Job Analysis¶

DCE 5.0 AI Lab provides important visualization analysis tools provided for the model development process, used to display the training process and results of machine learning models. This document will introduce the basic concepts of Job Analysis (Tensorboard), its usage in the AI Lab system, and how to configure the log content of datasets.

Note

Tensorboard is a visualization tool provided by TensorFlow, used to display the training process and results of machine learning models. It can help developers more intuitively understand the training dynamics of their models, analyze model performance, debug issues, and more.

The role and advantages of Tensorboard in the model development process:

Visualize Training Process : Display metrics such as training and validation loss, and accuracy through charts, helping developers intuitively observe the training effects of the model.
Debug and Optimize Models : By viewing the weights and gradient distributions of different layers, help developers discover and fix issues in the model.
Compare Different Experiments : Simultaneously display the results of multiple experiments, making it convenient for developers to compare the effects of different models and hyperparameter configurations.
Track Training Data : Record the datasets and parameters used during training to ensure the reproducibility of experiments.

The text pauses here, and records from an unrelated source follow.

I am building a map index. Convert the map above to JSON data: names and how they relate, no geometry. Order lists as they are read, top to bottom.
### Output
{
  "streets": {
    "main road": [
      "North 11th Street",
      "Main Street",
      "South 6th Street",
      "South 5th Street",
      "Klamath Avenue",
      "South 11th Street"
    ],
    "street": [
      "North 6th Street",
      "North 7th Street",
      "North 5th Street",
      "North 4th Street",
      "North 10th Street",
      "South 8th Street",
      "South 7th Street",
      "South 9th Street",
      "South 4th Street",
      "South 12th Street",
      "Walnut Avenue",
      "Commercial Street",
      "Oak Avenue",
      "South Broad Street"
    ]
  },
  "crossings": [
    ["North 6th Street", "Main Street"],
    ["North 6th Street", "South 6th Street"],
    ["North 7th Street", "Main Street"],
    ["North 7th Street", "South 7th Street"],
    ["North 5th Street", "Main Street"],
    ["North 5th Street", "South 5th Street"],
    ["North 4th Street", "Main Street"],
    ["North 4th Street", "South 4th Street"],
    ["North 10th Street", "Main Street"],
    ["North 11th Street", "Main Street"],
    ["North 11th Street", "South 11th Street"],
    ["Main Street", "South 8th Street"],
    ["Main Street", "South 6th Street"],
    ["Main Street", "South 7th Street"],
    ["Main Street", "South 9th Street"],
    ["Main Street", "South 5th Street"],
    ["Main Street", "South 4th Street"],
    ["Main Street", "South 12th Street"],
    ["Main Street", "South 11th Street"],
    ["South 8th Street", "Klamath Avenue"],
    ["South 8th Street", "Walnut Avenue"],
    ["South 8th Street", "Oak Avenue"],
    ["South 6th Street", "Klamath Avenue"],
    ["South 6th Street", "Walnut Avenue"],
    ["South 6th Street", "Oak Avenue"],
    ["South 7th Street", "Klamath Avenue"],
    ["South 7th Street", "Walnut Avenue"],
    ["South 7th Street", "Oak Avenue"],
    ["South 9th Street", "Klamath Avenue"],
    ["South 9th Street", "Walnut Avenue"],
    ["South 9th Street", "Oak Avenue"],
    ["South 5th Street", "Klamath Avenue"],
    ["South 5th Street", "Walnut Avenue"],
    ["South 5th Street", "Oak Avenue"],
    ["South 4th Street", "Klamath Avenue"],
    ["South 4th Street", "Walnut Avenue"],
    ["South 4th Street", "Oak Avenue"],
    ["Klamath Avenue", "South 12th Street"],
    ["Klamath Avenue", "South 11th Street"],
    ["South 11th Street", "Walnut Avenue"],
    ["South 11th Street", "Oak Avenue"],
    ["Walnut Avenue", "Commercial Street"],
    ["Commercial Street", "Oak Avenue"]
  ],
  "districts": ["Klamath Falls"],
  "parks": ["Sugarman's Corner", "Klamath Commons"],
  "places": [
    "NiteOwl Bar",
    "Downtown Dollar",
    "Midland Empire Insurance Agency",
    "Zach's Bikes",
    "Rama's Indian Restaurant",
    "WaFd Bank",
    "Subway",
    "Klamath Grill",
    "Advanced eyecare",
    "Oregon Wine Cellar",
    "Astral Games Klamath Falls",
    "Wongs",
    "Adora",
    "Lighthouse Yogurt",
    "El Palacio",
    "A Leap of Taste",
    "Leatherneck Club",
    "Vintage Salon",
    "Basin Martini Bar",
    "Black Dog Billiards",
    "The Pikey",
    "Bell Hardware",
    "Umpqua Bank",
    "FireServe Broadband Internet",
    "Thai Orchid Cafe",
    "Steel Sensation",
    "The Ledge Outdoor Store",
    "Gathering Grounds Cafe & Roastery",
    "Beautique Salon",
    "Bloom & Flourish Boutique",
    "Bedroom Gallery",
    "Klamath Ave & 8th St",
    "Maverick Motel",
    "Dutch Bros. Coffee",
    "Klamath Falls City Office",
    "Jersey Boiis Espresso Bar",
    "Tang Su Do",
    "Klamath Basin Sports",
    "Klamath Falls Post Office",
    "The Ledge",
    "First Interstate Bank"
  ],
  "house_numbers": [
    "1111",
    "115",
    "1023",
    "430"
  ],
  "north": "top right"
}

How to Create Tensorboard¶

In the AI Lab system, we provide a convenient way to create and manage Tensorboard. Here are the specific steps:

Enable Tensorboard When Creating a Notebook¶

Create a Notebook : Create a new Notebook on the AI Lab platform.
Enable Tensorboard : On the Notebook creation page, enable the Tensorboard option and specify the dataset and log path.

Enable Tensorboard After Creating and Completing a Distributed Job¶

Create a Distributed Job : Create a new distributed training job on the AI Lab platform.
Configure Tensorboard : On the job configuration page, enable the Tensorboard option and specify the dataset and log path.
View Tensorboard After Job Completion : After the job is completed, you can view the Tensorboard link on the job details page. Click the link to see the visualized results of the training process.

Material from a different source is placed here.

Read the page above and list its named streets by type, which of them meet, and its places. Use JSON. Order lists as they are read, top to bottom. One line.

Directly Reference Tensorboard in a Notebook¶

In a Notebook, you can directly start Tensorboard through code. Here is a sample code snippet:

# Import necessary libraries
import tensorflow as tf
import datetime

# Define log directory
log_dir = "logs/fit/" + datetime.datetime.now().strftime("%Y%m%d-%H%M%S")

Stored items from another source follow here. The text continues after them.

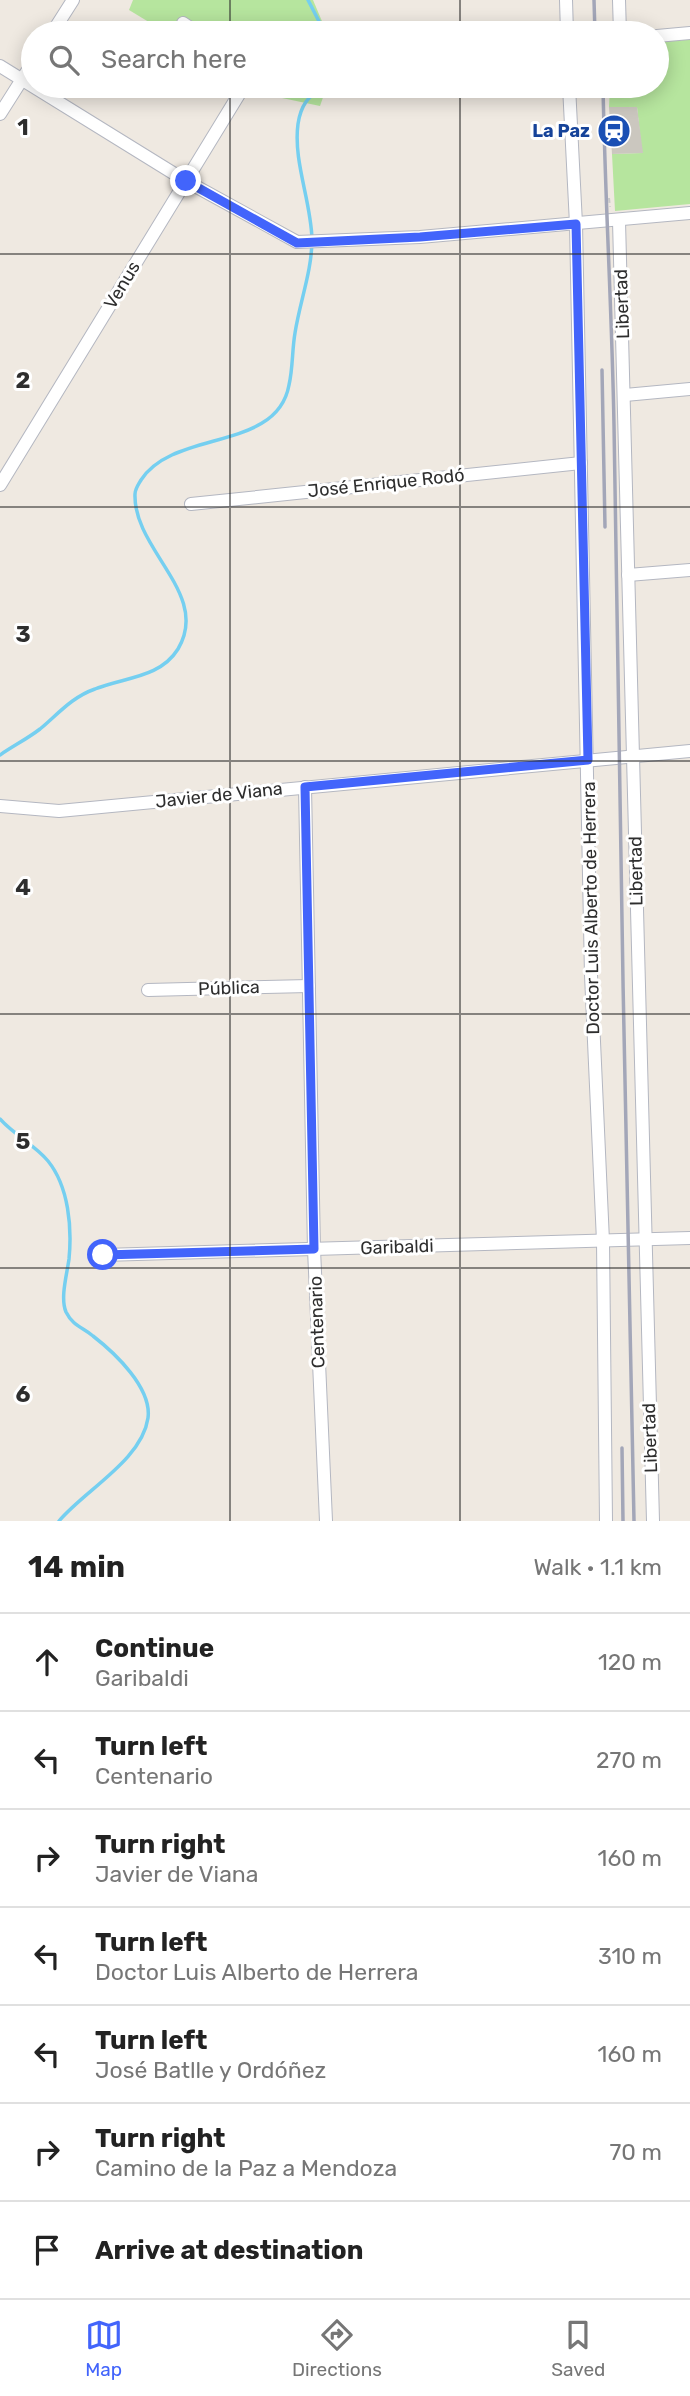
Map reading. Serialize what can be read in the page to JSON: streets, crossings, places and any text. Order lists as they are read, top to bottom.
{
  "streets": {
    "street": [
      "Venus",
      "Libertad",
      "José Enrique Rodó",
      "Javier de Viana",
      "Doctor Luis Alberto de Herrera",
      "Pública",
      "Garibaldi",
      "Centenario"
    ]
  },
  "crossings": [
    ["Libertad", "Javier de Viana"],
    ["Libertad", "Garibaldi"],
    ["José Enrique Rodó", "Doctor Luis Alberto de Herrera"],
    ["Javier de Viana", "Doctor Luis Alberto de Herrera"],
    ["Javier de Viana", "Centenario"],
    ["Doctor Luis Alberto de Herrera", "Garibaldi"],
    ["Pública", "Centenario"],
    ["Garibaldi", "Centenario"]
  ],
  "places": {
    "station": ["La Paz"]
  },
  "page": {
    "search": "Search here",
    "heading": ["14 min", "Walk · 1.1 km"],
    "list": [
      ["Continue", "Garibaldi", "120 m"],
      ["Turn left", "Centenario", "270 m"],
      ["Turn right", "Javier de Viana", "160 m"],
      ["Turn left", "Doctor Luis Alberto de Herrera", "310 m"],
      ["Turn left", "José Batlle y Ordóñez", "160 m"],
      ["Turn right", "Camino de la Paz a Mendoza", "70 m"],
      "Arrive at destination"
    ],
    "nav": ["Map", "Directions", "Saved"]
  },
  "grid": {
    "rows": [
      "1",
      "2",
      "3",
      "4",
      "5",
      "6"
    ]
  }
}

# Create Tensorboard callback
tensorboard_callback = tf.keras.callbacks.TensorBoard(log_dir=log_dir, histogram_freq=1)

# Build and compile model
model = tf.keras.models.Sequential([
    tf.keras.layers.Flatten(input_shape=(28, 28)),
    tf.keras.layers.Dense(512, activation='relu'),
    tf.keras.layers.Dropout(0.2),
    tf.keras.layers.Dense(10, activation='softmax')
])

model.compile(optimizer='adam',
              loss='sparse_categorical_crossentropy',
              metrics=['accuracy'])

# Train model and enable Tensorboard callback
model.fit(x_train, y_train, epochs=5, validation_data=(x_test, y_test), callbacks=[tensorboard_callback])

How to Configure Dataset Log Content¶

When using Tensorboard, you can record and configure different datasets and log content. Here are some common configuration methods:

Configure Training and Validation Dataset Logs¶

While training the model, you can use TensorFlow's tf.summary API to record logs for the training and validation datasets. Here is a sample code snippet:

# Import necessary libraries
import tensorflow as tf

# Create log directories
train_log_dir = 'logs/gradient_tape/train'
val_log_dir = 'logs/gradient_tape/val'
train_summary_writer = tf.summary.create_file_writer(train_log_dir)
val_summary_writer = tf.summary.create_file_writer(val_log_dir)

# Train model and record logs
for epoch in range(EPOCHS):
    for (x_train, y_train) in train_dataset:
        # Training step
        train_step(x_train, y_train)
        with train_summary_writer.as_default():
            tf.summary.scalar('loss', train_loss.result(), step=epoch)
            tf.summary.scalar('accuracy', train_accuracy.result(), step=epoch)

    for (x_val, y_val) in val_dataset:
        # Validation step
        val_step(x_val, y_val)
        with val_summary_writer.as_default():
            tf.summary.scalar('loss', val_loss.result(), step=epoch)
            tf.summary.scalar('accuracy', val_accuracy.result(), step=epoch)

Configure Custom Logs¶

In addition to logs for training and validation datasets, you can also record other custom log content such as learning rate and gradient distribution. Here is a sample code snippet:

# Record custom logs
with train_summary_writer.as_default():
    tf.summary.scalar('learning_rate', learning_rate, step=epoch)
    tf.summary.histogram('gradients', gradients, step=epoch)

Tensorboard Management¶

In AI Lab, Tensorboards created through various methods are uniformly displayed on the job analysis page, making it convenient for users to view and manage.

Users can view information such as the link, status, and creation time of Tensorboard on the job analysis page and directly access the visualized results of Tensorboard through the link.